Troops get business lessons
An entrepreneurship initiative through the Prince’s Charities Canada is preparing members of the Canadian Forces for life after military service.
Gathered at the University of Regina’s Paul J. Hill business school for a weeklong entrepreneurial boot camp are 20 servicemen and women from all over Canada, who are interested in starting their own businesses when they leave the military.
“This is our thank you for the brave men and servicewomen of the Canadian Forces,” said Matthew Rowe, manager of charitable operations for Prince’s Charities Canada.
Rowe said Charles, the Prince of Wales, wanted to do more for members of the Canadian Forces, especially since there’s going to be many of them leaving the forces with the ramping down of action in Afghanistan.
“So he asked us to see what we could do and we looked at the scene and found that while there was a lot of skill-training programs, there was no support for entrepreneurs,” Rowe said.
During the boot camp, which started on Saturday, participants are attending lectures on everything from human resources, finance and marketing, Rowe said.
“It’s really a crash course in running their own businesses,” Rowe said.
Participants are also paired up with business students who serve as their mini-mentors and help them work on their business plans.
At the end of the week, they are handed off to the Canadian Youth Business Foundation, which works with the participants by providing them with a business mentor in their community for up to two years.
Participants also have access to up to $45,000 in financing to get their businesses off the ground.

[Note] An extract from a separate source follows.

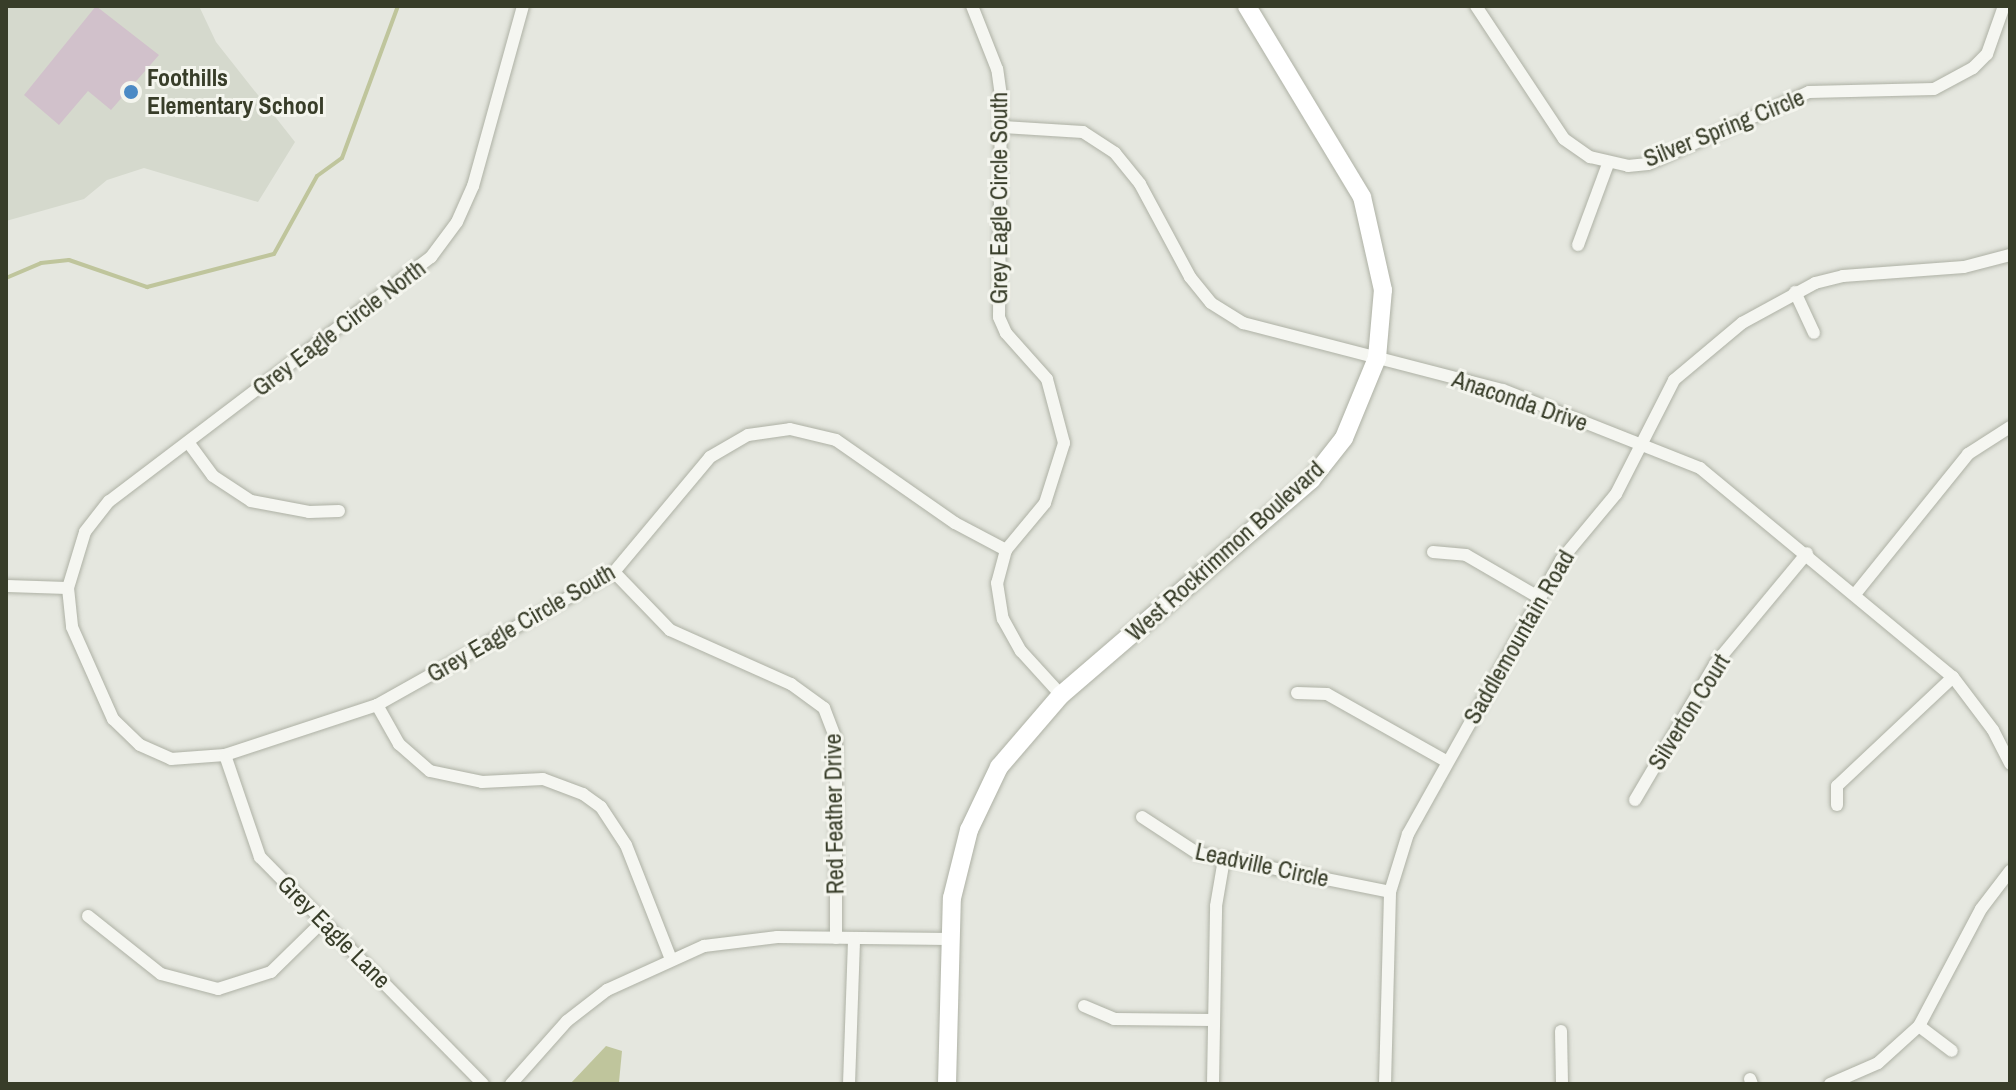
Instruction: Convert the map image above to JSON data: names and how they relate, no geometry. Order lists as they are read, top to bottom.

Dave Brimacombe is an aircraft structural technician with the Canadian Air Force based out of British Columbia.
But he also had a passion for micro-distilling, which has been made even more appealing to him by some changes in the B.C. economy.

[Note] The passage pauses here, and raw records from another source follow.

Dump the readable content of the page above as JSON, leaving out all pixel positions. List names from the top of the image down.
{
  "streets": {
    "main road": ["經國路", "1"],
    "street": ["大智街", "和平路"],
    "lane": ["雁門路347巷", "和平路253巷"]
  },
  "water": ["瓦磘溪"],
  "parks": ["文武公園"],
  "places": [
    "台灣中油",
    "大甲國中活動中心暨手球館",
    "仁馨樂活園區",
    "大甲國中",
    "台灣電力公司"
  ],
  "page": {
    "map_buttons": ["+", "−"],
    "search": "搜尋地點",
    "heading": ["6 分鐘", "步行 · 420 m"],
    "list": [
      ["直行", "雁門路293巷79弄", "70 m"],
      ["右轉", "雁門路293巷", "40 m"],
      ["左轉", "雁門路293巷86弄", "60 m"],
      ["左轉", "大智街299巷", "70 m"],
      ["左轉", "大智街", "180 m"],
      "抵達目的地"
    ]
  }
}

“You no longer have to have a half a million dollars to start a distillery – you can do it with $100,000,” Brimacombe said.
“So I thought: The industry is brand new and it’s going to do the same thing that craft beer did – and we can all remember craft beer 10 years ago, in that it wasn’t there and now it’s everywhere.”

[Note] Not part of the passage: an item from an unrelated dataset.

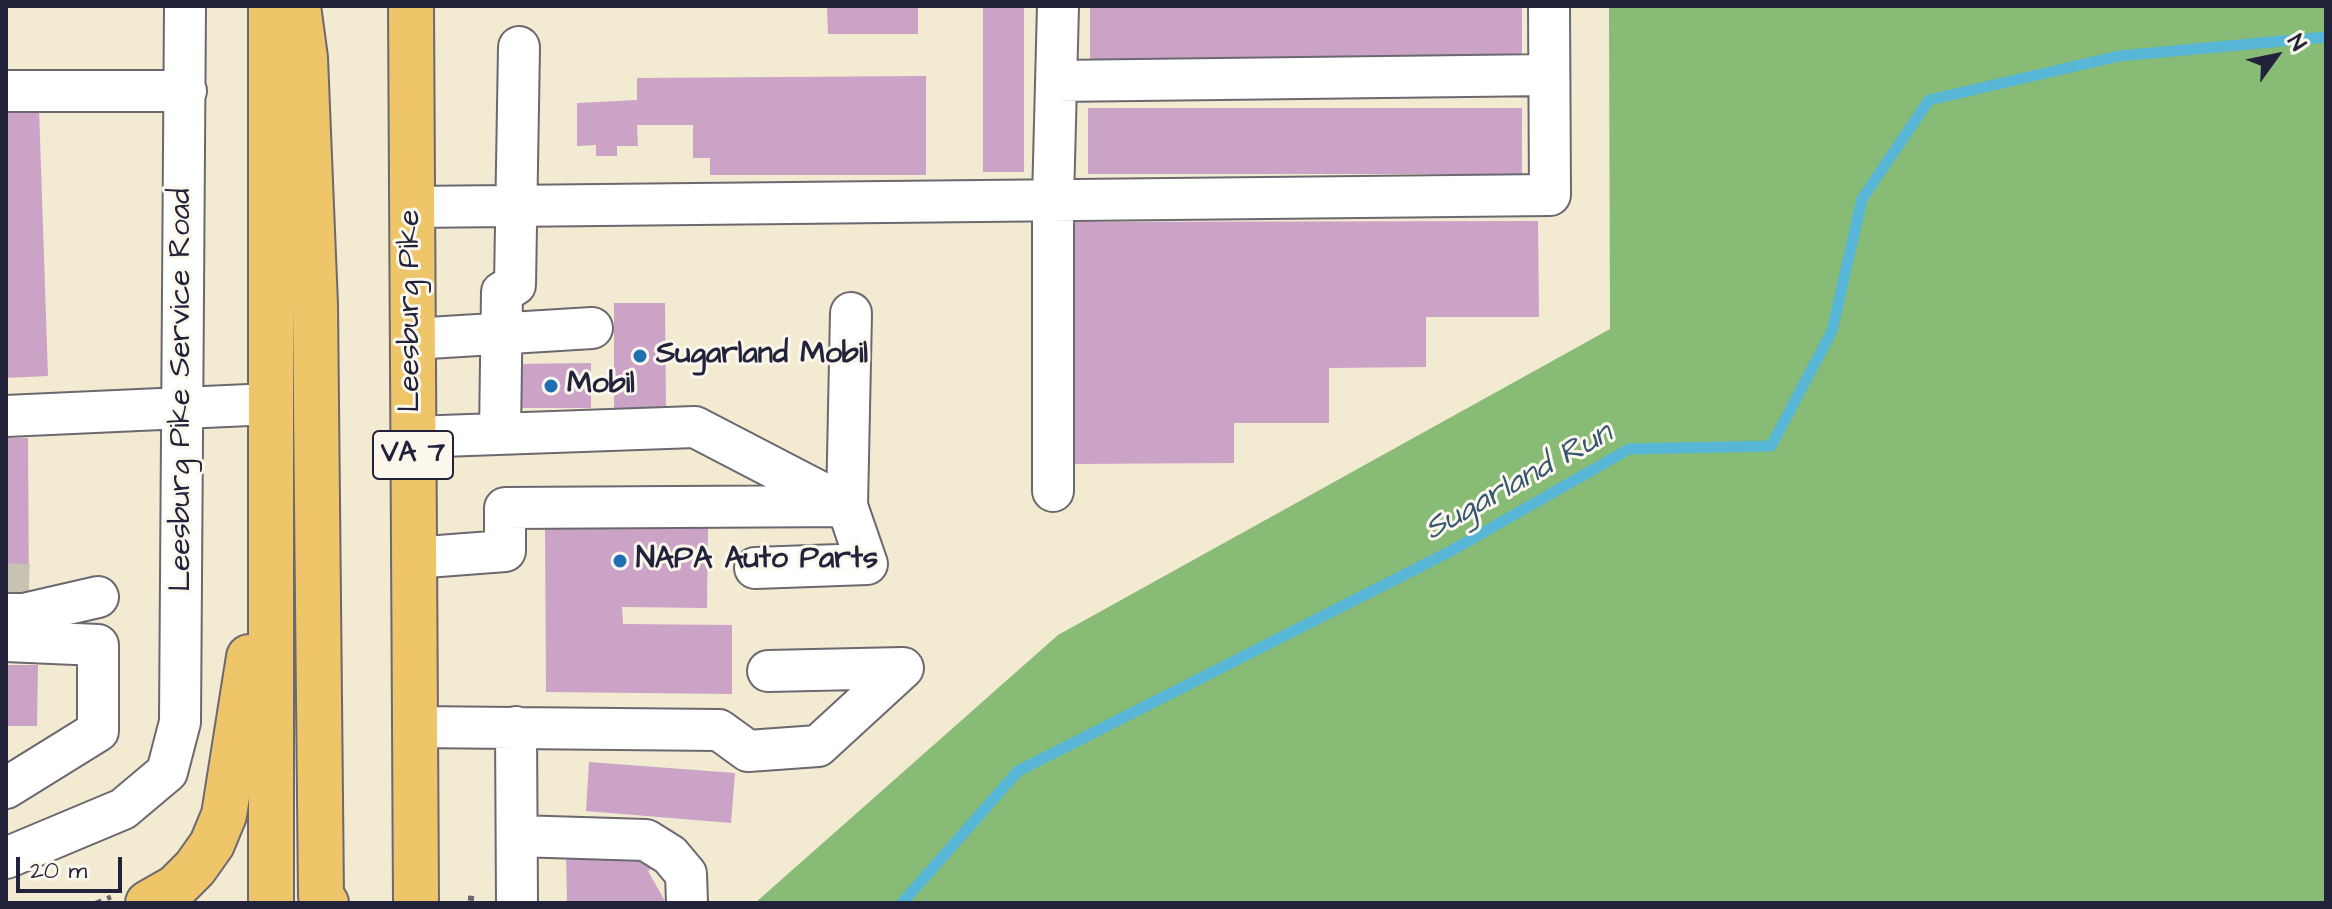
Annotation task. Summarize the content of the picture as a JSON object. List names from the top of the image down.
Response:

Brimacombe’s business idea is to ferment honey and make small batches of premium gins and vodkas to sell in specialty retail and boutique stores.
There are only two producers of honey-based spirits that Brimacombe is aware of in North America – one of them in New York and another in Washington.
“So I hope to capitalize on that and make something that people have not tried yet and will hopefully like very much,” he said.
Brimacombe said he is learning so much from the intensive business course.
While he already knows a lot about distilling, he knew relatively little about running a business at the beginning of the program. “Every hour in here I learn something that I didn’t even know I didn’t know. And that’s exciting,” he said, adding that he has already defined his target market and made a business model.